Edit: C is fixed, K is not.

Alright, I thought the main issue was getting some error associated to computing the likelihood, and whether the calculation of your “postmean” variable couldbe causing it; since it is not doing anything there it cannot be what is causing the error, so you have two completely separate issues there.

The only thing I see that can be causing an error is what I already mentioned in the previous reply, my suggestion is to first remove the “postmean” variable altogether and see if the error remains. My guess is it will, so try the user guide example and go from there.
Additionally, Stan has the generated quantities blcok specifically for additional values that are not part of the model but you may want to keep.

About the quantity you want to compute itself. It’s not clear to me what that quantity is, but it looks and sounds like it’s the mean of the mean unobserved values of the gaussian process given your observations.
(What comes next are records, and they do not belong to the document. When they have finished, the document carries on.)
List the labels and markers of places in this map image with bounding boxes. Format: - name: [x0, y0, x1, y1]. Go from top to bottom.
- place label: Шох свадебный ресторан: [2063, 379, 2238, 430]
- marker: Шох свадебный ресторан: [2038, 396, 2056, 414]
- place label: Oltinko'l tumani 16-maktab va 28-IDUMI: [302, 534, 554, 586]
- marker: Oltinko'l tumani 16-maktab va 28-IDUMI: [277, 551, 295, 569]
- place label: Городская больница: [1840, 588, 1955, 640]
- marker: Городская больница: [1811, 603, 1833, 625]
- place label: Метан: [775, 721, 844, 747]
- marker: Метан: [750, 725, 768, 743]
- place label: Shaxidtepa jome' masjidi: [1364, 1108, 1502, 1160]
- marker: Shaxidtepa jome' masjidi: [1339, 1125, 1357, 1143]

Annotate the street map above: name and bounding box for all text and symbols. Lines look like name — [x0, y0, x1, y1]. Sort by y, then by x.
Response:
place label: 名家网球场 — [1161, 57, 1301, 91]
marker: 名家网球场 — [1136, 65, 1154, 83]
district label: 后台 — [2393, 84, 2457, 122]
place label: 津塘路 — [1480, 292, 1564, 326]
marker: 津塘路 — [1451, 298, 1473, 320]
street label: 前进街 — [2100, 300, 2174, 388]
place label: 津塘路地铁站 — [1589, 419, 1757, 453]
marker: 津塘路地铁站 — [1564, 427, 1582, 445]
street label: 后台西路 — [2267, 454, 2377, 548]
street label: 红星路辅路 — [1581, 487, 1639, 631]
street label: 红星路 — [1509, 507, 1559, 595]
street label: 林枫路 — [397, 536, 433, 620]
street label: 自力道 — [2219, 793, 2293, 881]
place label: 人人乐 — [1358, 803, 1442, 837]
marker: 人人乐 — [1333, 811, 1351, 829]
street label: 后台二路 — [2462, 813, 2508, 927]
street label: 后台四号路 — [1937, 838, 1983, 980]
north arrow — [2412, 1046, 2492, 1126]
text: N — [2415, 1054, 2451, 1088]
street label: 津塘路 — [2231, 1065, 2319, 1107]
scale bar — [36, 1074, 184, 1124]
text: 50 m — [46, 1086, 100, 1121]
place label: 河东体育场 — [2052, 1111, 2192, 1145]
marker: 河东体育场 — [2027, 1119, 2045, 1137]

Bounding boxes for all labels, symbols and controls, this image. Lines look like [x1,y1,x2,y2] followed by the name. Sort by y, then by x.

I don’t quite understand it, because I don’t understand what C K^{-1} \mathbf{y} is something close to the identity matrix but with noise added to one of them, and then multiplying y, can you elaborate on what is it you are trying to estimate and compute from the gaussian process noise term you are estimating?

See Eq. 2.35 in the GPML book (link) for the value being computed.

You are just multiplying two matrices and a vector, I see no reason why that could raise log probability errors, but I also think that Stan will not save the values you compute in the model block, so you should either move them to the transformed parameters or generated quantities block, I’m not sure since I haven’t used them much lately. In principle that should not affect any runtime errors, though.

In any case I suggest you try the possible fixes I suggested, and the Stan user guide example, tosee if any of them works, if you keep getting errors it would be helpful to see the actual error message to see what Stan complains about.